Secrets to Financial Success by Dr John F Demartini (Audio Set)

Just like John’s other Audio Sets (especially The Art of Communicating), I enjoy listening to this one. If you have read How to make One hell of a Profit and still get to Heaven you will find this CD set is repeating most of the concept. I enjoy listening to it though and by hearing some of the concepts repeatedly, they are easier to understand.

This CD set is quite long (8 CDs) and it is a recorded version of John’s Secrets to Financial Success Seminar. It addresses both personal finances and finances for businesses and many of the concepts for these areas are similar and grounded in the same ideas. I focused more on the personal finance ideas as this is more applicable in my life at the moment.

Similarly to the book, the basic concept of this Audio Set is to progress your financial literacy and investments by starting with the basics, such as a high interest savings account and progress from there. The slogan is “Earn the right to risk”!

  • High interest savings account (Saving)
  • Term deposit (Saving)
  • Government Bonds (Investing)
  • Blue Chip Shares / Established Real Estate (Investing)
  • Other shares / Other Real Estate (Investing)
  • Initial Public Offerings / Speculative Real Estate (Speculating)
  • Equity Funding (Speculating)

This system is based on the fact that we can digest a fluctuation of up to 10 percent in our financial portfolio without any psychological stress. Anything more would cause severe stress and psychological instability.

So the trade-off of having smaller returns in a high interest saving account than in a share portfolio is the security of knowing the money in our savings account is safe whatever happens to the stock or property markets.

Considering the downturn in the economy at moment, and the fact that many younger generations haven’t really experienced a downturn of the economy before, this concept seems like a good idea. Although it can be hard, to watch others make incredible returns during good times, the idea is that the slow and steady will win the race.

I like the practical advice John gives to encourage us to start saving:

As per the 10 percent fluctuation rule, he recommends to either save 10 percent or a nominated amount each pay period (which ever is greater). Every three months, we should increase this amount by 10 percent. If we started at $100 per week, we would increase this to $110 after three months and $121 after six months.

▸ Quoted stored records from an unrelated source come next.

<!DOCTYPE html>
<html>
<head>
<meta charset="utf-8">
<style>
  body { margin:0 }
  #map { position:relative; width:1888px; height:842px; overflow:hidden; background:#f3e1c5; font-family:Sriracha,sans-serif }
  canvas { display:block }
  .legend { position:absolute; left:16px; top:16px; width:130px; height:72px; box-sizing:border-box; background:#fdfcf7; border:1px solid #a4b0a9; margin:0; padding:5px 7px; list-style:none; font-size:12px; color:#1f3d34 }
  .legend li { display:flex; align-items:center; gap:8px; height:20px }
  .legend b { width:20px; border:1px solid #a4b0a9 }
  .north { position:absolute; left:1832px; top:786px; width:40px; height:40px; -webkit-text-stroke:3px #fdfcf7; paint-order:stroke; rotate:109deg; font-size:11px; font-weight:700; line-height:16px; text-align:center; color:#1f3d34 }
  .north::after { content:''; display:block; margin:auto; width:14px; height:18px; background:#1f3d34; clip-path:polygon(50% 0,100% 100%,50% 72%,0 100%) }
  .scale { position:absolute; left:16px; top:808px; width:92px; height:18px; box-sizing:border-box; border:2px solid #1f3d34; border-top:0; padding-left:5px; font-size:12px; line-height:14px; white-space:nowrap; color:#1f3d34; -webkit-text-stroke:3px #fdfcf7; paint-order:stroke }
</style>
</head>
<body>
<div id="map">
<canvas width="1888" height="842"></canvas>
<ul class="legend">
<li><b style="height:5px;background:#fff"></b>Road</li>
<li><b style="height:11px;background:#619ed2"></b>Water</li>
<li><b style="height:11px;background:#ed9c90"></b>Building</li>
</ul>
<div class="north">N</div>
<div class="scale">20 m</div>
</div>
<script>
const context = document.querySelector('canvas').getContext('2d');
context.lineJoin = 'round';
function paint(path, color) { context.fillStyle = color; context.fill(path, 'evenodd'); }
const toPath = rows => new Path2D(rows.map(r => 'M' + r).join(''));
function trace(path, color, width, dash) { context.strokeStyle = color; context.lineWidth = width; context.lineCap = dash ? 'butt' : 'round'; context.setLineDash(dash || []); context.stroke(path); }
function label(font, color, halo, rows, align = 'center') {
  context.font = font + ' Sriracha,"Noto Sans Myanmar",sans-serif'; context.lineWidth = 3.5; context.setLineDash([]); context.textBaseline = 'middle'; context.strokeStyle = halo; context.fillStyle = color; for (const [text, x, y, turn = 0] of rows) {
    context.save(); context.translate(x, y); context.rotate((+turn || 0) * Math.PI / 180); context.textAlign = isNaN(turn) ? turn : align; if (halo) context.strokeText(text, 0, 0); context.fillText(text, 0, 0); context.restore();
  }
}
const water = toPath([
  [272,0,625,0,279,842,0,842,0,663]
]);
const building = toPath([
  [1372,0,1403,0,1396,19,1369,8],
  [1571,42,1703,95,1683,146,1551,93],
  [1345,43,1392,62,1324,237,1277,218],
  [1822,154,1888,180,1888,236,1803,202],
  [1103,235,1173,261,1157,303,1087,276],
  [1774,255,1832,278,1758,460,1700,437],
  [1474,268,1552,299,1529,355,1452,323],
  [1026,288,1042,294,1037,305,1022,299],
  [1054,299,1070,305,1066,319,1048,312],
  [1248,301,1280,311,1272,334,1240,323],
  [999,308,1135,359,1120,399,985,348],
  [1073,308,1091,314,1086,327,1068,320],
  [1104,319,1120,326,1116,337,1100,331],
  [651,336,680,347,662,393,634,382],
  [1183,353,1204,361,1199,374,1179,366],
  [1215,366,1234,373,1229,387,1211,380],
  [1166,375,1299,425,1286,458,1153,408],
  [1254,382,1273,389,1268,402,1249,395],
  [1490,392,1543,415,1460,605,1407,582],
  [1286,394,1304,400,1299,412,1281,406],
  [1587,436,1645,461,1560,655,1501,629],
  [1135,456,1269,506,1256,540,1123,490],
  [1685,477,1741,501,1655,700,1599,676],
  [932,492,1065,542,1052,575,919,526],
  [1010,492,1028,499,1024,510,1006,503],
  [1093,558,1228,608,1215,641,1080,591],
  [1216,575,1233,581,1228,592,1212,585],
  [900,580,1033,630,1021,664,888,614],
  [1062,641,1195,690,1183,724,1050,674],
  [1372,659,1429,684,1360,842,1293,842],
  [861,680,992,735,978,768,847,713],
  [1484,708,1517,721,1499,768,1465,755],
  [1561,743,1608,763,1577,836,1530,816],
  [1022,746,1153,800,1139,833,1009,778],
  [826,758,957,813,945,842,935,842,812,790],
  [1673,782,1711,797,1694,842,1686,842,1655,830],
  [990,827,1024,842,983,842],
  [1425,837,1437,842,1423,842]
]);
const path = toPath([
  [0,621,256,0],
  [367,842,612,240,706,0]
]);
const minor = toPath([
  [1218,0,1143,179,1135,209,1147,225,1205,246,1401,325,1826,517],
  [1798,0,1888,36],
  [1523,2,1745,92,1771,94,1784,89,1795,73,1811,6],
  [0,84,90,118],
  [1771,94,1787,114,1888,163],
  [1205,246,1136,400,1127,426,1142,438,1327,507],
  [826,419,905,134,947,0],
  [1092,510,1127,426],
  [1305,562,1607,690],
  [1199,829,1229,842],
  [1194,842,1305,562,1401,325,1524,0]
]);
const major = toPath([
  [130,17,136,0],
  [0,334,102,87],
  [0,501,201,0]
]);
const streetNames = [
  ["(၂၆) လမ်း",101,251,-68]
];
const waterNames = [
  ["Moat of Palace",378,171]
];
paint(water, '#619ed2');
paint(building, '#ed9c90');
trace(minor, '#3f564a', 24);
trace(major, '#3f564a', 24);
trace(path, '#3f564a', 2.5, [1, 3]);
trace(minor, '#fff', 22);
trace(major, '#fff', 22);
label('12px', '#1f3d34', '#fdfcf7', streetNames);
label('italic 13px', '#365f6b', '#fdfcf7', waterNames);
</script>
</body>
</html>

If we ever find ourselves with some spare cash, this can of course also go into the savings account. But remember, the savings account is not to be touched for anything but saving or investing! Once we have managed to save our first cushion (about 60-90 days, or three months worth of wages), we start to save the same amount (60-90 days or three months) for the next category on the list (see above).We can use the time it takes us to save the next amount to learn about the new investment category and therefore “Earn the right to risk”.

John also has some tricks up his sleeves to motivate us to keep saving: For example future projections on how much money we will have in one years time, two years time, five years time, etc. To do this we calculate our current savings amount, consider the 10 percent increase every three months and the reinvestment of the interest. This will slowly lead to exponential growth of our savings! Eventually, we will have saved enough money that we can live of the interest alone!
The time this takes is of course dependent on the amount of money we save each week. But no matter how long it takes, I find it very motivating and inspiring that a slow and steady approach can have returns that will eventually make us financially independent.

I took the advice to heart and have opened an additional savings account. There are heaps of internet based savings accounts that pay great interest rates and don’t charge any fees. Now I have one transaction account, one savings-then-spending account and one savings-then-investing account! My Savings-then-investing account gets fed automatically every fortnight! Now I only need to do those calculations to see how long it will take me to become financially independent…



2 comments:

Anonymous said...

Six months on how is it all going?

jannacathrin said...

Everything is going really well and far beyond what I could have imagined 6 months ago. I have stopped working in a full-time job and now work on my own writing and translation business and am working on multiple passive income streams through internet marketing! I wouldn't attribute all these developments to this CD set but it definitely helped to get me there.